Exercise instructions |
Without the pictures, restate all of the data below word for word.

--- Information ---

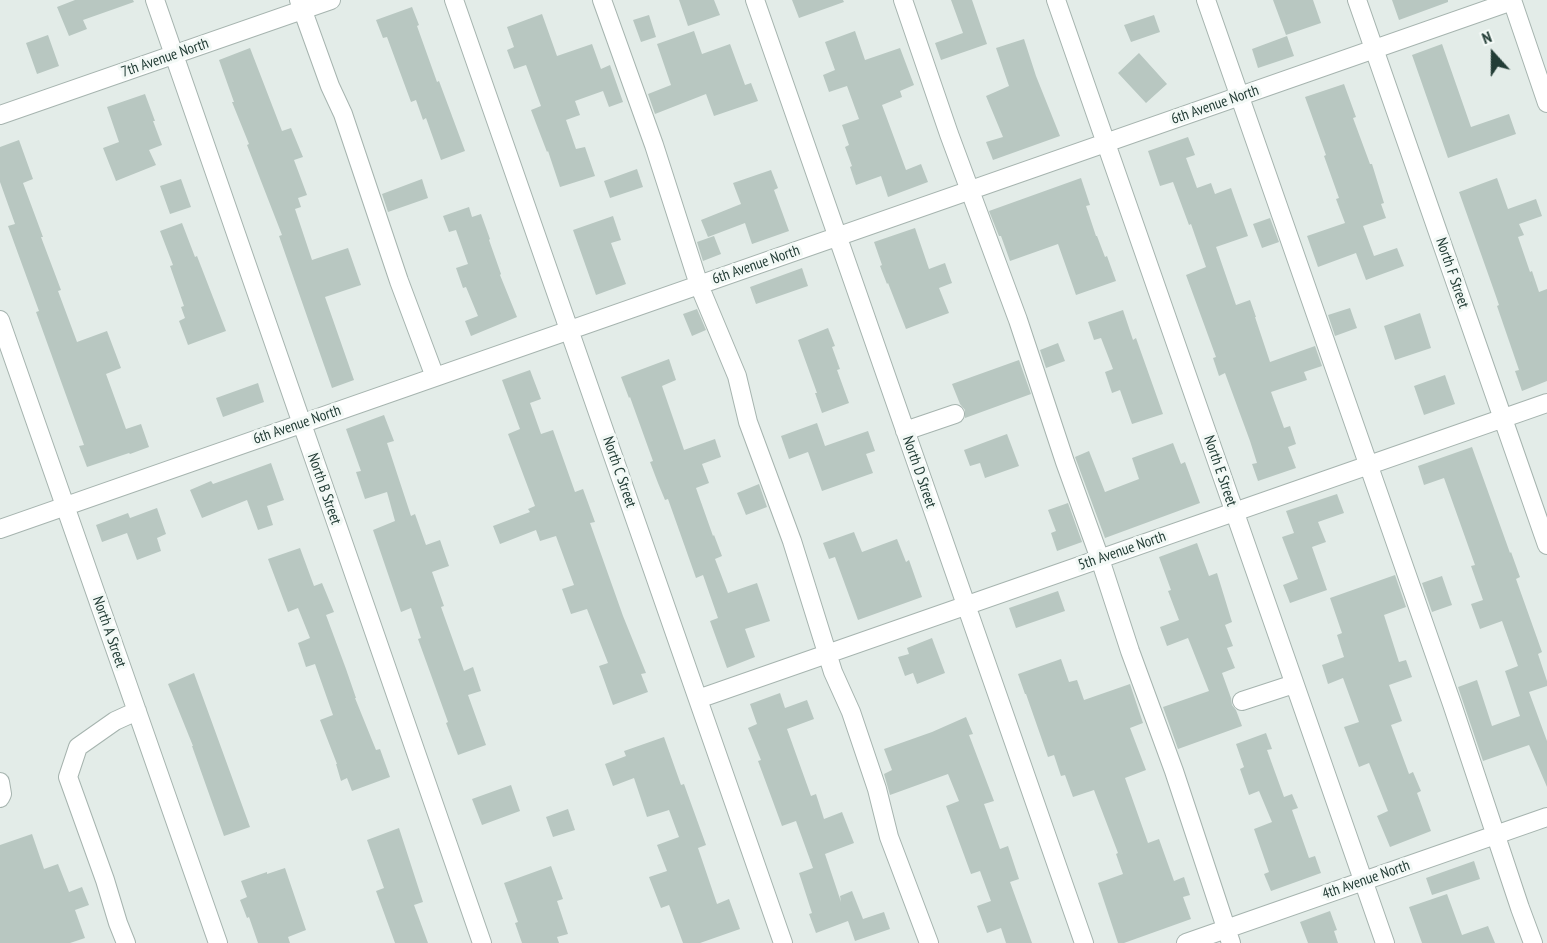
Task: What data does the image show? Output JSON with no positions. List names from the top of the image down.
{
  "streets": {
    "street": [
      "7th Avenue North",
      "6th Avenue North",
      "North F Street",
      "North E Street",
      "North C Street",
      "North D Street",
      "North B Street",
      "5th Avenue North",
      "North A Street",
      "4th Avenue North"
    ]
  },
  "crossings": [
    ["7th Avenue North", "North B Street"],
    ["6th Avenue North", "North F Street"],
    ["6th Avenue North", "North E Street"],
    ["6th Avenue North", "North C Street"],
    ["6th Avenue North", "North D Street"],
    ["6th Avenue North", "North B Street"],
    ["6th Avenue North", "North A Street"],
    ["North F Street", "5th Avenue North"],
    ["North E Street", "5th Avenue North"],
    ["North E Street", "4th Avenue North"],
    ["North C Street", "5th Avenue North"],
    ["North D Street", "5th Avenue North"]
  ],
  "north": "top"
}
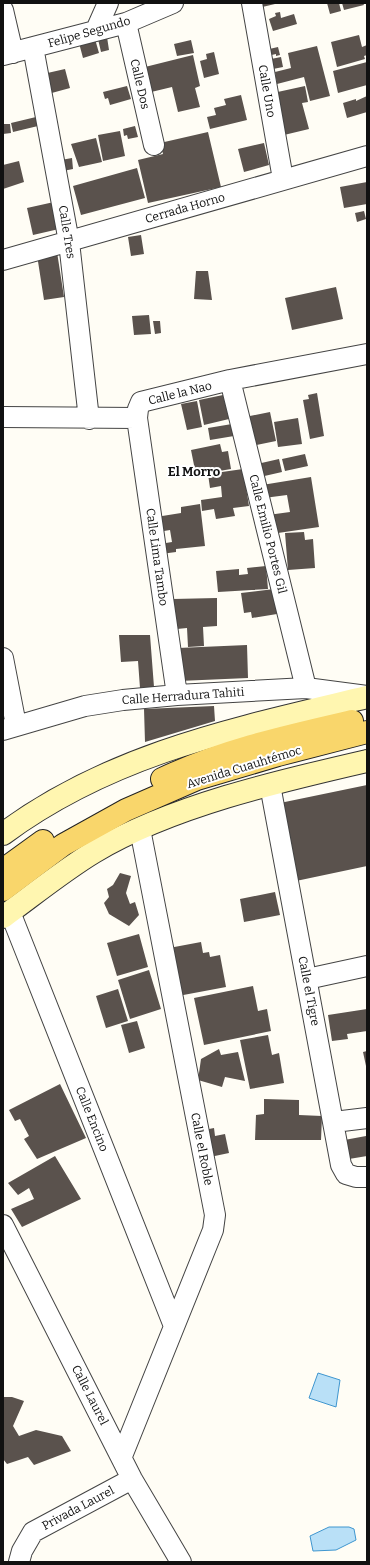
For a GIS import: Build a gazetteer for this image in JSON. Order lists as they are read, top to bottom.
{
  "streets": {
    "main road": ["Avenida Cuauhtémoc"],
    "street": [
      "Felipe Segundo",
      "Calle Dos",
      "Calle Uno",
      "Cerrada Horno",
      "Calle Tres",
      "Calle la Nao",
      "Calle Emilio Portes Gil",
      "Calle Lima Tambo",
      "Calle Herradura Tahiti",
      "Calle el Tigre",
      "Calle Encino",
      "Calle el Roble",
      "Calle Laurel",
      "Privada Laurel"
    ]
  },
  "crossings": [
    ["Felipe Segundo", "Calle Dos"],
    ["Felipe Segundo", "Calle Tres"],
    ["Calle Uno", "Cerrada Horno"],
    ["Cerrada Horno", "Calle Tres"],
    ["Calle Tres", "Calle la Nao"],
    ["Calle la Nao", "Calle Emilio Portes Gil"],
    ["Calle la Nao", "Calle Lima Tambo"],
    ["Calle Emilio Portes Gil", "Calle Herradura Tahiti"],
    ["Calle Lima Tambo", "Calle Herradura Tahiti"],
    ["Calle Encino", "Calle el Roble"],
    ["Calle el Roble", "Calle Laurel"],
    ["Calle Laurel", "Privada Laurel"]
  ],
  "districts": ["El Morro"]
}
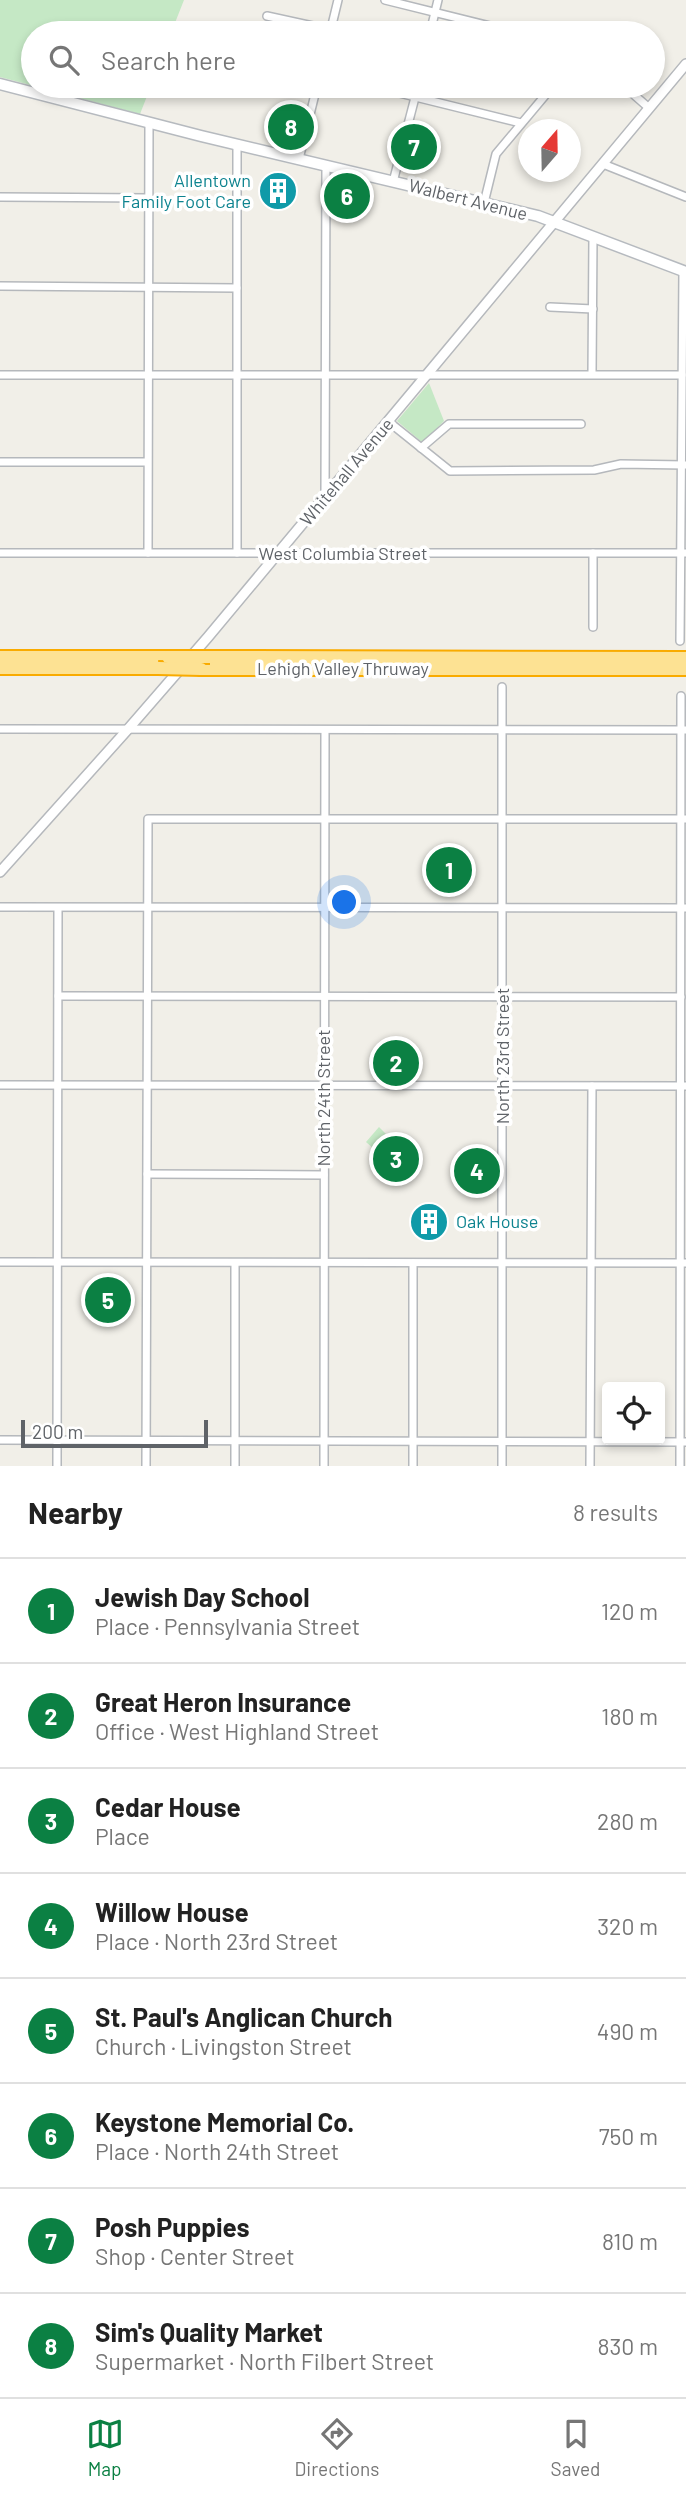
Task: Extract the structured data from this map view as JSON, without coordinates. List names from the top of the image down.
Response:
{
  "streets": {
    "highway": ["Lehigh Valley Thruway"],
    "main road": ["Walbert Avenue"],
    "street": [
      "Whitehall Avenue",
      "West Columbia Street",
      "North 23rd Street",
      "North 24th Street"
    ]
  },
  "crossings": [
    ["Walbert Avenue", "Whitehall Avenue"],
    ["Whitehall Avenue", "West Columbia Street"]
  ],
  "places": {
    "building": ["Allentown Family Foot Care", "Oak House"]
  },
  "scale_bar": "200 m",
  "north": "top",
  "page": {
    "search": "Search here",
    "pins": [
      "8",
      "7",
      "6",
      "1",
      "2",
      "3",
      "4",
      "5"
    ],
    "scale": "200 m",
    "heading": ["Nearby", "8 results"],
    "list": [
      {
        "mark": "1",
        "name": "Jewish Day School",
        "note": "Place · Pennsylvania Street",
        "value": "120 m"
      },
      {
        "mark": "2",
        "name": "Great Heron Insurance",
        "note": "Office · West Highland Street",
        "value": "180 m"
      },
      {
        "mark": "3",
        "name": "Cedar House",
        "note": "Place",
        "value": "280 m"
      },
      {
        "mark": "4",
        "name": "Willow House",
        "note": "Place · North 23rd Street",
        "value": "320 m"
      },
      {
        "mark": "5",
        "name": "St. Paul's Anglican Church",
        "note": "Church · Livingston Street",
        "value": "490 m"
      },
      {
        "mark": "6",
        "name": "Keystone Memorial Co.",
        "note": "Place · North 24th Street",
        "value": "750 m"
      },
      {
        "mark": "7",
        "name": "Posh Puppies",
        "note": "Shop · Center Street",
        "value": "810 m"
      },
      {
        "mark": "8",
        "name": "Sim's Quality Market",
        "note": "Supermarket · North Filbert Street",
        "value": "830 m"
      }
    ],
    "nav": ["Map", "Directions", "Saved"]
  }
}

---

Exercise answer |
Task: What data does the image show? Output JSON with no positions. List names from the top of the image down.
{
  "streets": {
    "street": [
      "7th Avenue North",
      "6th Avenue North",
      "North F Street",
      "North E Street",
      "North C Street",
      "North D Street",
      "North B Street",
      "5th Avenue North",
      "North A Street",
      "4th Avenue North"
    ]
  },
  "crossings": [
    ["7th Avenue North", "North B Street"],
    ["6th Avenue North", "North F Street"],
    ["6th Avenue North", "North E Street"],
    ["6th Avenue North", "North C Street"],
    ["6th Avenue North", "North D Street"],
    ["6th Avenue North", "North B Street"],
    ["6th Avenue North", "North A Street"],
    ["North F Street", "5th Avenue North"],
    ["North E Street", "5th Avenue North"],
    ["North E Street", "4th Avenue North"],
    ["North C Street", "5th Avenue North"],
    ["North D Street", "5th Avenue North"]
  ],
  "north": "top"
}
For a GIS import: Build a gazetteer for this image in JSON. Order lists as they are read, top to bottom.
{
  "streets": {
    "main road": ["Avenida Cuauhtémoc"],
    "street": [
      "Felipe Segundo",
      "Calle Dos",
      "Calle Uno",
      "Cerrada Horno",
      "Calle Tres",
      "Calle la Nao",
      "Calle Emilio Portes Gil",
      "Calle Lima Tambo",
      "Calle Herradura Tahiti",
      "Calle el Tigre",
      "Calle Encino",
      "Calle el Roble",
      "Calle Laurel",
      "Privada Laurel"
    ]
  },
  "crossings": [
    ["Felipe Segundo", "Calle Dos"],
    ["Felipe Segundo", "Calle Tres"],
    ["Calle Uno", "Cerrada Horno"],
    ["Cerrada Horno", "Calle Tres"],
    ["Calle Tres", "Calle la Nao"],
    ["Calle la Nao", "Calle Emilio Portes Gil"],
    ["Calle la Nao", "Calle Lima Tambo"],
    ["Calle Emilio Portes Gil", "Calle Herradura Tahiti"],
    ["Calle Lima Tambo", "Calle Herradura Tahiti"],
    ["Calle Encino", "Calle el Roble"],
    ["Calle el Roble", "Calle Laurel"],
    ["Calle Laurel", "Privada Laurel"]
  ],
  "districts": ["El Morro"]
}
Task: Extract the structured data from this map view as JSON, without coordinates. List names from the top of the image down.
Response:
{
  "streets": {
    "highway": ["Lehigh Valley Thruway"],
    "main road": ["Walbert Avenue"],
    "street": [
      "Whitehall Avenue",
      "West Columbia Street",
      "North 23rd Street",
      "North 24th Street"
    ]
  },
  "crossings": [
    ["Walbert Avenue", "Whitehall Avenue"],
    ["Whitehall Avenue", "West Columbia Street"]
  ],
  "places": {
    "building": ["Allentown Family Foot Care", "Oak House"]
  },
  "scale_bar": "200 m",
  "north": "top",
  "page": {
    "search": "Search here",
    "pins": [
      "8",
      "7",
      "6",
      "1",
      "2",
      "3",
      "4",
      "5"
    ],
    "scale": "200 m",
    "heading": ["Nearby", "8 results"],
    "list": [
      {
        "mark": "1",
        "name": "Jewish Day School",
        "note": "Place · Pennsylvania Street",
        "value": "120 m"
      },
      {
        "mark": "2",
        "name": "Great Heron Insurance",
        "note": "Office · West Highland Street",
        "value": "180 m"
      },
      {
        "mark": "3",
        "name": "Cedar House",
        "note": "Place",
        "value": "280 m"
      },
      {
        "mark": "4",
        "name": "Willow House",
        "note": "Place · North 23rd Street",
        "value": "320 m"
      },
      {
        "mark": "5",
        "name": "St. Paul's Anglican Church",
        "note": "Church · Livingston Street",
        "value": "490 m"
      },
      {
        "mark": "6",
        "name": "Keystone Memorial Co.",
        "note": "Place · North 24th Street",
        "value": "750 m"
      },
      {
        "mark": "7",
        "name": "Posh Puppies",
        "note": "Shop · Center Street",
        "value": "810 m"
      },
      {
        "mark": "8",
        "name": "Sim's Quality Market",
        "note": "Supermarket · North Filbert Street",
        "value": "830 m"
      }
    ],
    "nav": ["Map", "Directions", "Saved"]
  }
}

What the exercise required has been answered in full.